I became a Product Manager because I wanted to master customer discovery and make sure I was equipped to prevent this mistake again. I loved building software, but I wasn’t going to build truly great software until I figured this out. Big thanks to Todd Etchieson for believing in me and giving me that opportunity at New Relic!
The next time I build a startup, I’ll do what I’ve done as a Product Manager since CPUsage: be relentless with customer discovery, seek deep understanding of the problem space, and build products that are 10x better or 1/10th the cost of the alternative.
Have a REAL go-to-market plan
So it turns out that taking a product to market is more than posting about it on Twitter or Hacker News and hoping people will come use it. Who knew?! Through my experience at CPUsage, I learned that my world may seem big and important, but it is just a spec in the universe of software, technology, and the market I am going after.
We honestly had no plan, and no idea how to win customers. We were building a two-sided market and easily figured out how to capture the supply side, but didn’t tackle the demand side. Seems obvious now, but it was far from obvious then. Tell a few friends and it will take off, right?
The next time I start a company, I’ll think about go-to-market from day one. We’ll make demand capture and distribution an inherent aspect of the product. Just because you build it, doesn’t mean they will come.
Focus spending
I now know that in the early stages of a software startup, the most important thing to invest in is customer validation with product. There is little that you can spend money on that is as, or more important than, putting product in the hands of customers and prospects to learn from, and adapt to. Almost anything else is a distraction and likely doesn’t produce significant enterprise value.
Don’t hire sales people. There is no need for a CMO or even a marketing intern. It’s all about engineering at the pre-seed and seed stage. The co-founders can do the rest. Spend to learn, and learn through the eyes of your customers and prospects as they use (or don’t use) your product.
Seek accountability
If it isn’t obvious yet, I should tell you that my co-founders and I had never started a company before, never took funding, never built a real product outside of our day jobs. Not only did we need help, people to guide us, and hold us accountable…we didn’t even know we needed this. As the saying goes, we didn’t know what we didn’t know.
Within weeks our initial close of funding, we attended a portfolio event for our lead investor. For some reason, we thought this was the right time to ask our lead, “you gave us money but didn’t ask for a board seat, don’t you want one?” He probably laughed inside, and then told us that as a seed-stage company without a complete product or any customers, we didn’t need the overhead of a board. We should just focus on building our product, and let him know if/when we needed help.
We didn’t take him up on that offer enough. We talked to our investors frequently, but we were mostly on our own. We asked for help, but in hindsight we only asked for help a fraction of the time we should have, in part because we didn’t know we needed help.
We may not have needed a traditional board of directors at that point, but we certainly needed the accountability that a board with investors/outsiders provides, along with the sense of “in it together” that I believe board members share with founders.

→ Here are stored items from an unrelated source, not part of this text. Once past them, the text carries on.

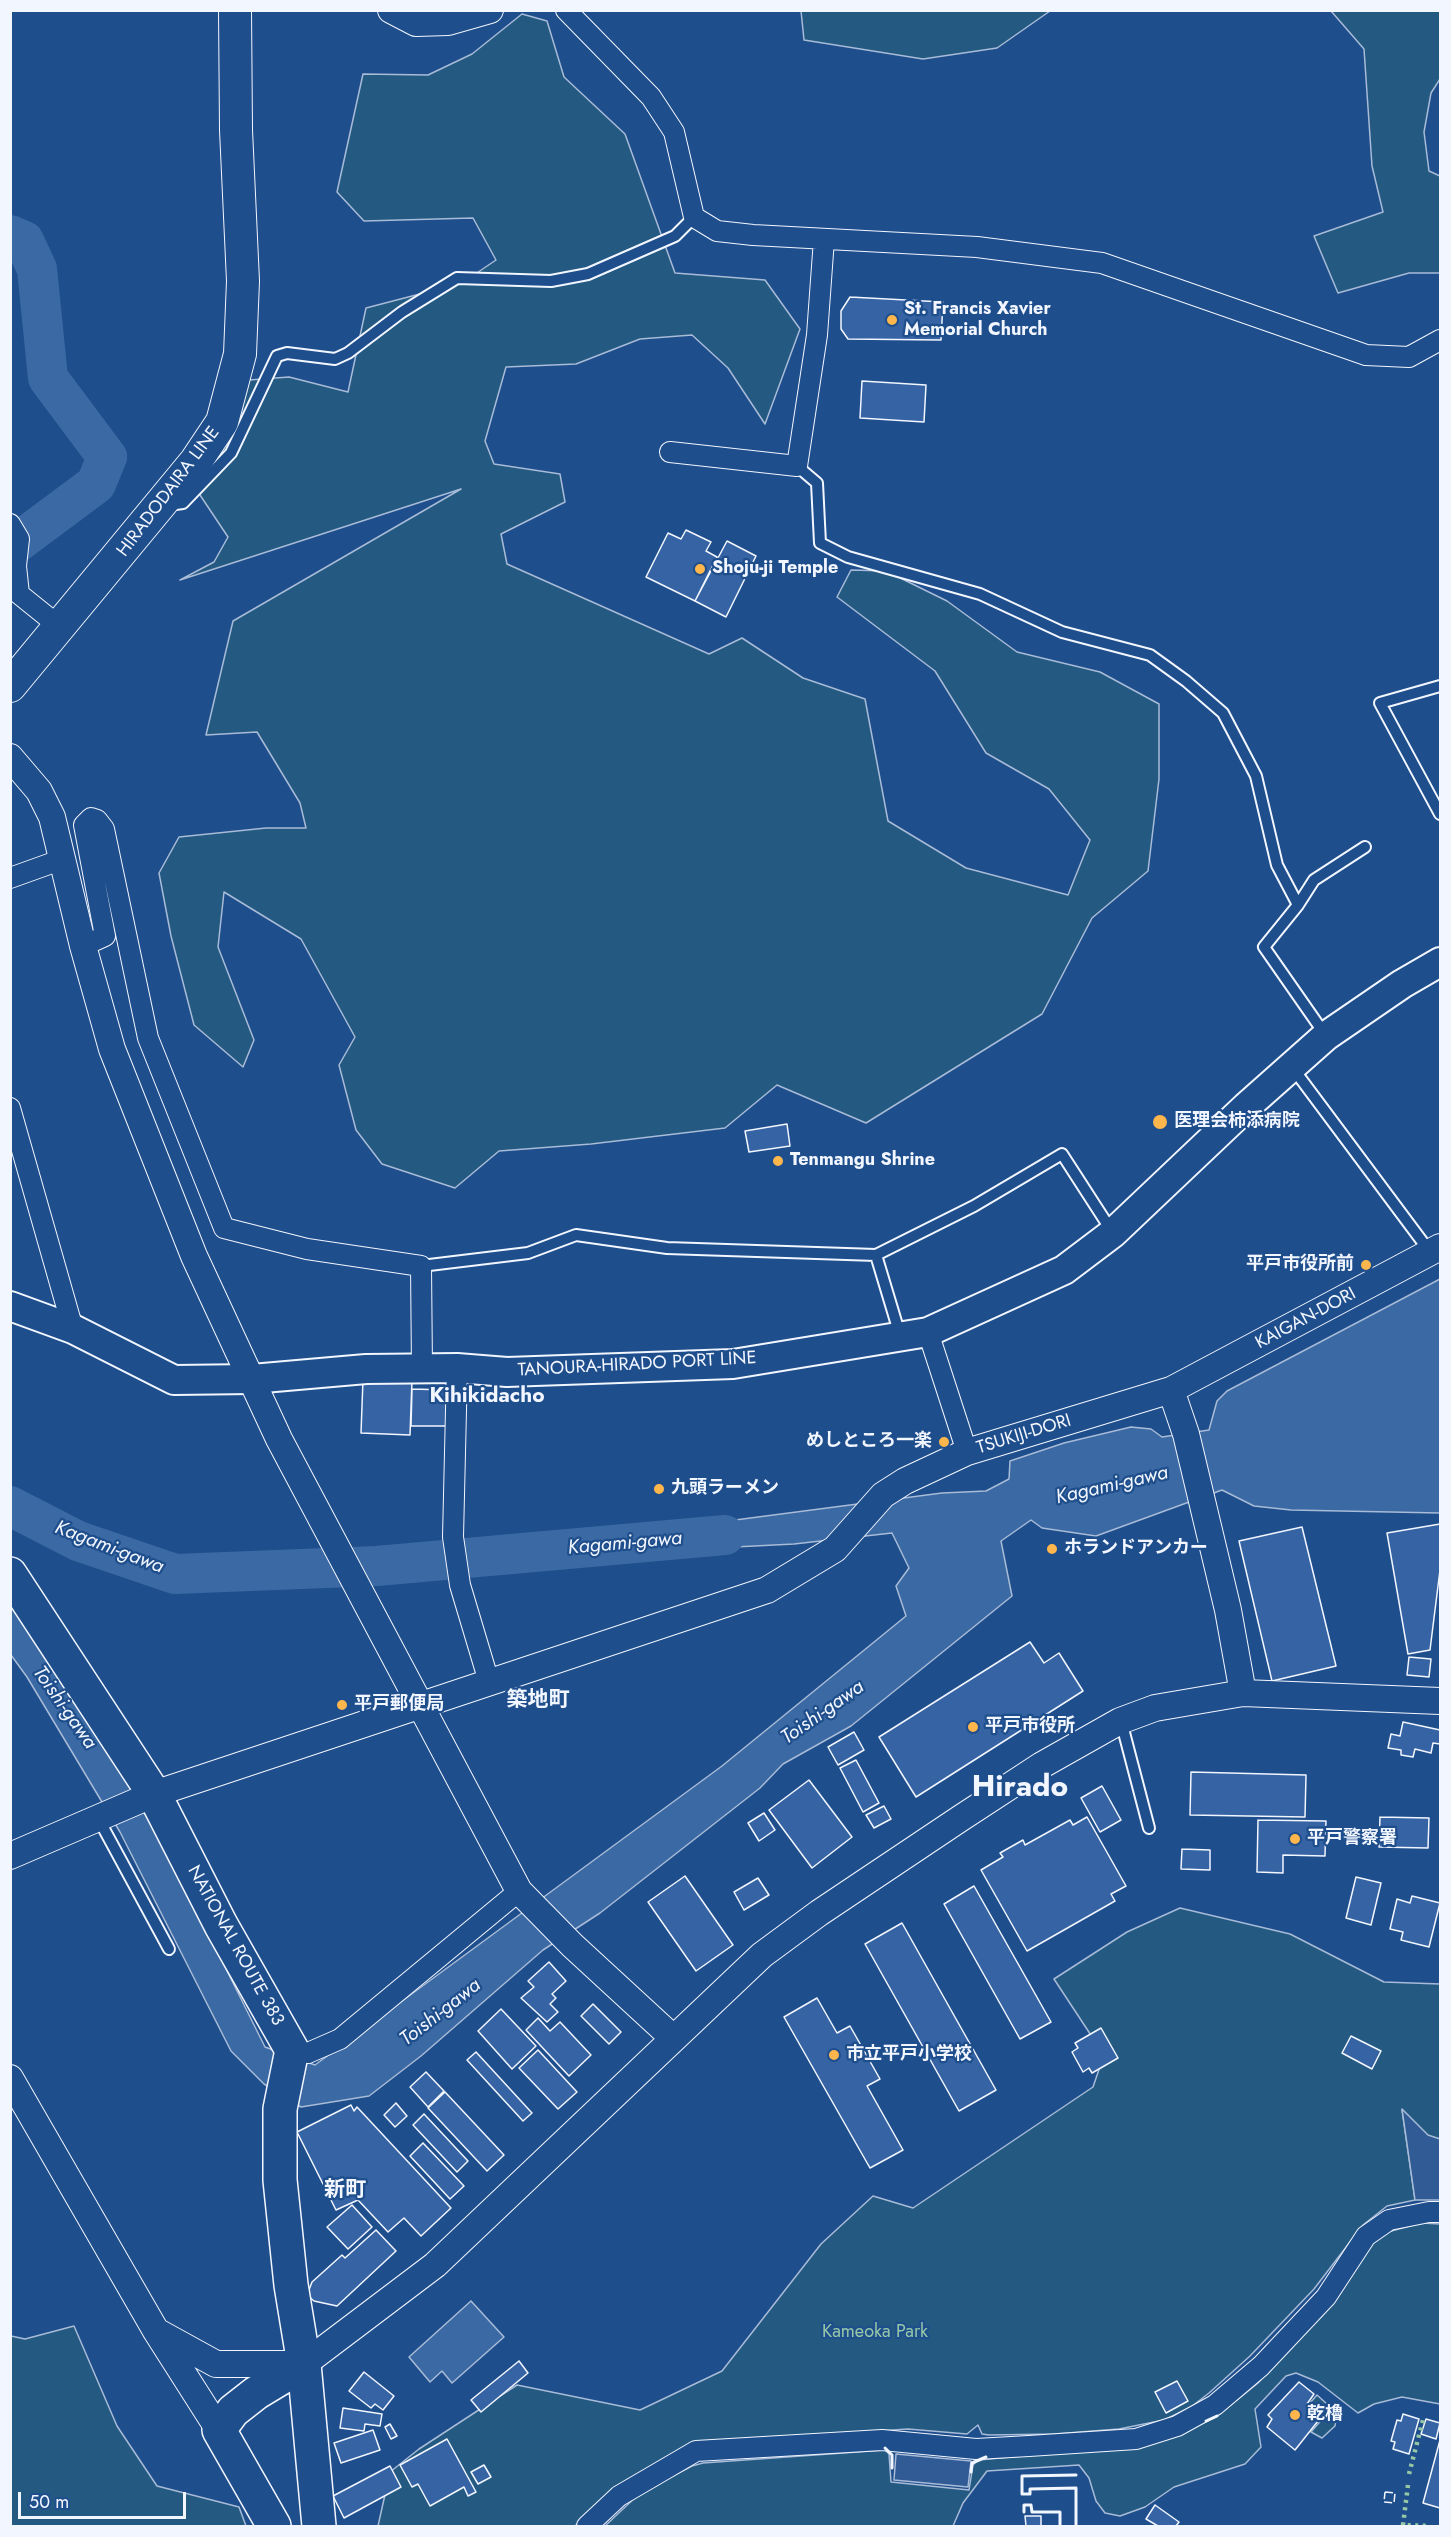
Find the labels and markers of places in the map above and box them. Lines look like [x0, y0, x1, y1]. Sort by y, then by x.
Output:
place label: St. Francis Xavier Memorial Church [904, 299, 1051, 342]
marker: St. Francis Xavier Memorial Church [885, 313, 899, 327]
place label: Shoju-ji Temple [712, 558, 838, 580]
marker: Shoju-ji Temple [693, 562, 707, 576]
place label: 医理会柿添病院 [1174, 1111, 1300, 1133]
marker: 医理会柿添病院 [1151, 1113, 1169, 1131]
place label: Tenmangu Shrine [790, 1150, 935, 1172]
marker: Tenmangu Shrine [771, 1154, 785, 1168]
place label: 平戸市役所前 [1246, 1254, 1354, 1276]
marker: 平戸市役所前 [1359, 1258, 1373, 1272]
place label: めしところ一楽 [806, 1431, 932, 1453]
marker: めしところ一楽 [937, 1435, 951, 1449]
place label: 九頭ラーメン [671, 1478, 779, 1500]
marker: 九頭ラーメン [652, 1482, 666, 1496]
place label: ホランドアンカー [1064, 1538, 1208, 1560]
marker: ホランドアンカー [1045, 1542, 1059, 1556]
place label: 平戸郵便局 [354, 1694, 444, 1716]
marker: 平戸郵便局 [335, 1698, 349, 1712]
place label: 平戸市役所 [985, 1716, 1075, 1738]
marker: 平戸市役所 [966, 1720, 980, 1734]
place label: 平戸警察署 [1307, 1828, 1397, 1850]
marker: 平戸警察署 [1288, 1832, 1302, 1846]
place label: 市立平戸小学校 [846, 2044, 972, 2066]
marker: 市立平戸小学校 [827, 2048, 841, 2062]
place label: 乾櫓 [1307, 2404, 1343, 2426]
marker: 乾櫓 [1288, 2408, 1302, 2422]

When I do it again, I’ll ensure that I have a framework in place to hold myself more accountable. It may be a board with investors/outsiders in the early days, it may be advisors, it may be a peer group, it will probably be all of the above. Regardless of the form, I’ll seek accountability, asking others to say the things that are heard to hear, tell me when I am wrong, set high expectations, and ultimately walk with me on the journey. Business success is no one’s responsibility except the founders, but we can’t do it alone. That’s just human nature.
More goal setting
Especially in the early stages of a company, it’s simply impossible to plan very far into the future (you decide what “very far” means). That doesn’t mean you can’t plan, and those plans better be more specific than “build valuable things that people will pay for.” How will you know what the thing should be? How will you know when you’ve gotten here? How will you know what valuable means? I may not know what I need to do every day between now and ultimate business success, but I can predict with high degrees of certainty what questions need to be answered, and what milestones must be reached.
When I do it again, my co-founder(s) and I will drive our work from questions we know need to be answered, and milestones we believe need to be met. We’ll put short term and long term goals in front of ourselves. We’ll commit to doing achievable things in the near-term, then do them. We’ll create inflection points and forks in the road, and we’ll ask others to hold us accountable to these things. All this will be done while being firm on the vision and flexible on the details, giving ourselves room to be wrong, or change our minds, in service of the goal.
Fail faster
Did you catch this earlier in the post? About one million dollars and four years? As first-time founders, we falsely believed that stretching our money out as long as possible would give us the best opportunity to learn and build for success. We were so, so wrong! Our frugality meant we did less, in more time, and impacted our ability to learn quickly, from meaningful product development. Sure, we had 4 years to learn, but those learnings were each less valuable than they would have been had we gotten them in 12-18 months, instead of 48. In fact, we would have had a better chance at success had we spent the same amount of money over a shorter period of time. Building more, more iteratively, and more quickly would have created enterprise value. Both in the product itself and the trust we’d have built in our investors and customers. We would have had a better chance because we would have pivoted sooner, but also because we’d have more people believing in us and rooting us on, including ourselves.
We failed too slow because we made all the other mistakes listed above. We didn’t set specific enough short term goals and questions to answer. We didn’t have a framework to keep ourselves accountable to this work. We didn’t spend purposefully to develop products we could learn from. We had no clue how to get our product in the hands of customers. We didn’t really listen to the problem within the problem when speaking to the market or customers. All of these mistakes ate up time. Sure, they ate up money too, but most importantly they ate up time.